Directions for this task: State how many lines of the entries hold the string "serif", and nothing more.

Dataset entries
==================================================
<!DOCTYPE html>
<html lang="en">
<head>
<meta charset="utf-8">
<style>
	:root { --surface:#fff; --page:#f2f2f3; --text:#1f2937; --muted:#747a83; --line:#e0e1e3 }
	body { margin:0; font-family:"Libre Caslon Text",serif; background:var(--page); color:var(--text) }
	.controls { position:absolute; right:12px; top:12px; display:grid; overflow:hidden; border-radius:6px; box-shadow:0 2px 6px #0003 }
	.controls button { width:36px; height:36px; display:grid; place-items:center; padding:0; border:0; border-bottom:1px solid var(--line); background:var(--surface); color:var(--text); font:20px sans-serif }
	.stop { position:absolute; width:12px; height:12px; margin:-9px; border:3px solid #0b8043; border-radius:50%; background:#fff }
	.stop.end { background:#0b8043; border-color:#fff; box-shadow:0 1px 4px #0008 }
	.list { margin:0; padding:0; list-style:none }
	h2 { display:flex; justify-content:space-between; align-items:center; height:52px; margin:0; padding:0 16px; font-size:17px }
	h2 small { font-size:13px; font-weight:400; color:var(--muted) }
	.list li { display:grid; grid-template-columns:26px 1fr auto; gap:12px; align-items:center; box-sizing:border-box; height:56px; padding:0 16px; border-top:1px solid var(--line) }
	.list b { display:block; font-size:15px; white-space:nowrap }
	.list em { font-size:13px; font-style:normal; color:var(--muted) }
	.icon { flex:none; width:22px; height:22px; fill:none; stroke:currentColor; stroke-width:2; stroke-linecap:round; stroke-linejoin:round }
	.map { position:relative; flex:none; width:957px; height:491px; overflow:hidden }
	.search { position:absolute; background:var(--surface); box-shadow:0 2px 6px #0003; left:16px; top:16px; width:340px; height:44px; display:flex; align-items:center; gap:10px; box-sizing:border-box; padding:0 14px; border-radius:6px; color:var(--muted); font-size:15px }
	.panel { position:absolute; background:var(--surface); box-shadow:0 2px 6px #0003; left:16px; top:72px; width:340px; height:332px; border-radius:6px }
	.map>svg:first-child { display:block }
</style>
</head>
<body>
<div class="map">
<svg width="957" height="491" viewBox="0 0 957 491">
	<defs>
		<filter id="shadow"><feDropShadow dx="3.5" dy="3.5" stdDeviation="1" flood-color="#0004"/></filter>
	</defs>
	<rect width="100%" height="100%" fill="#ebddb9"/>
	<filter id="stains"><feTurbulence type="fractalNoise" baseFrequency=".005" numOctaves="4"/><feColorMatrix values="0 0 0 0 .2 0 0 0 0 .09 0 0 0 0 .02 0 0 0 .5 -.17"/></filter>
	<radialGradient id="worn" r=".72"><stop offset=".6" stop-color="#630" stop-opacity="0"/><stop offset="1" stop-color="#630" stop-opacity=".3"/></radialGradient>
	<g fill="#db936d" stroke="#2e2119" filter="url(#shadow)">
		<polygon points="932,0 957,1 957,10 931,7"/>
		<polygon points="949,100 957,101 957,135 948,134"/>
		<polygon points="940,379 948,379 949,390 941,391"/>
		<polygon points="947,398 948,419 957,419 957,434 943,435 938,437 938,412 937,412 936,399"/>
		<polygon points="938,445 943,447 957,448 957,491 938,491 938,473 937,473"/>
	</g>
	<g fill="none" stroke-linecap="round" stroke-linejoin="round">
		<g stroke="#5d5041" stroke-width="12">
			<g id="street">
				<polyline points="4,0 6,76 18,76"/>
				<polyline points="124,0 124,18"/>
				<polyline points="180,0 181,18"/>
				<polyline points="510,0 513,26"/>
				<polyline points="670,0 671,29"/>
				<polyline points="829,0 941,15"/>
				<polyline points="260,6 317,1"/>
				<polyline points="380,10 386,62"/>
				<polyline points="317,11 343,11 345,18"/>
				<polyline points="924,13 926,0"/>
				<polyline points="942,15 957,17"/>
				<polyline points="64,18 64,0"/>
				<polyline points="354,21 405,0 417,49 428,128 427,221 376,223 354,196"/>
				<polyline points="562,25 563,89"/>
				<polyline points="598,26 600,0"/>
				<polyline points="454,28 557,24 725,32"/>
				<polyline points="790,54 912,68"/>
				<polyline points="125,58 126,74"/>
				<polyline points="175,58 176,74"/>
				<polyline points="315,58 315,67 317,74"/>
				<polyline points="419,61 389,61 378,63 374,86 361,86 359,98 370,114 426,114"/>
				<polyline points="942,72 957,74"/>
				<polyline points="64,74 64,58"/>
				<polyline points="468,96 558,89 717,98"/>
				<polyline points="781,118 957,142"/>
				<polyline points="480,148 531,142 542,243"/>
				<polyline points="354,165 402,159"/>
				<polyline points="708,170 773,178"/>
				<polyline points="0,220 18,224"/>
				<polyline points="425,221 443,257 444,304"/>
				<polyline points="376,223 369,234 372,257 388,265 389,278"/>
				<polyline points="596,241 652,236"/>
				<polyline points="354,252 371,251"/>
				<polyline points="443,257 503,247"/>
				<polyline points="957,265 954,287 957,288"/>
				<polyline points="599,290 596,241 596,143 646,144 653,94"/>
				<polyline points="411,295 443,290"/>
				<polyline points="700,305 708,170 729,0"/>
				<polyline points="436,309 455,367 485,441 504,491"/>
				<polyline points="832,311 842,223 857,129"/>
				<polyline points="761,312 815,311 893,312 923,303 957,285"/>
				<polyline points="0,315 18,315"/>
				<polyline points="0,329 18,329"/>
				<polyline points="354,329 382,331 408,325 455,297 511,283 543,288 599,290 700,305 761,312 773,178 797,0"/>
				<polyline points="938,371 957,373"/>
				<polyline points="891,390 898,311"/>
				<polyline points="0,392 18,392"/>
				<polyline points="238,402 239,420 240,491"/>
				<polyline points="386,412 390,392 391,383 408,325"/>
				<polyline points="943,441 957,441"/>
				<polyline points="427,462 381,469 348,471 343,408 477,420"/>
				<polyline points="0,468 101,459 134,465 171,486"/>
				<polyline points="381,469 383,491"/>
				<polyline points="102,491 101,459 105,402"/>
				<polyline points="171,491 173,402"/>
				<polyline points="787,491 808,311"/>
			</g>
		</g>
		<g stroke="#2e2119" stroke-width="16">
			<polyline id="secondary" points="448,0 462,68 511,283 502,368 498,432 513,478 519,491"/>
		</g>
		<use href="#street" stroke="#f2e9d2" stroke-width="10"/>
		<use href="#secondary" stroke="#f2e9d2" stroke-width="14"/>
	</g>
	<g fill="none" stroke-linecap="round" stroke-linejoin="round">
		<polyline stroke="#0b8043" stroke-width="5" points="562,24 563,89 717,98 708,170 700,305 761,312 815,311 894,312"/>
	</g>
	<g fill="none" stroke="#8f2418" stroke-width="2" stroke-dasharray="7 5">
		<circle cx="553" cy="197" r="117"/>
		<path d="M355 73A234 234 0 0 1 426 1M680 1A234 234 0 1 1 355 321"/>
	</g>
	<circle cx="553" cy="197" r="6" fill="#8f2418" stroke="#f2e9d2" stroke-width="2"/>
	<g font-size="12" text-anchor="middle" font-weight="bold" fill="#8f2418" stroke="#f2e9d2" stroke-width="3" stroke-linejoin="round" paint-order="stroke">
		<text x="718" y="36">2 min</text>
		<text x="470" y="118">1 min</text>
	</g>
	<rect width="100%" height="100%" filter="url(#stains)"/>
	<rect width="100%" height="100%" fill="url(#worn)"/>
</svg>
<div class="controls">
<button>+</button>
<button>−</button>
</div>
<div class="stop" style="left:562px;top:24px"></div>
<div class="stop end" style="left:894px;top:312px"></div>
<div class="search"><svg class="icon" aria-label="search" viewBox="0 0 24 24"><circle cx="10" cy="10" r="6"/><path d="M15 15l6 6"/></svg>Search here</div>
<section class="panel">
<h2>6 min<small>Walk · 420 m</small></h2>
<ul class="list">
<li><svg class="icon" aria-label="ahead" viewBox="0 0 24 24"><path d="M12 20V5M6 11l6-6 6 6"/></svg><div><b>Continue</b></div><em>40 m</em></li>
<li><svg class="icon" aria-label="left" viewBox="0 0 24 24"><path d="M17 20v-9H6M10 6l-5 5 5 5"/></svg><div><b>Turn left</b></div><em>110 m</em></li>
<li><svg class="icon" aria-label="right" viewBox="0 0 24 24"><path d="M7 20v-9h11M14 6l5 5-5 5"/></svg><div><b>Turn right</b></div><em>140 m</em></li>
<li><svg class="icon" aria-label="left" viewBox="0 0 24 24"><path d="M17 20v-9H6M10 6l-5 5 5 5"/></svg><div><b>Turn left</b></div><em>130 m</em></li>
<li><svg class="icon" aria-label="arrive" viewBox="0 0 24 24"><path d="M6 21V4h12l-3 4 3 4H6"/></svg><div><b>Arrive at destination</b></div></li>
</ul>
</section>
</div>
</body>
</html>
==================================================
Exercise response: 2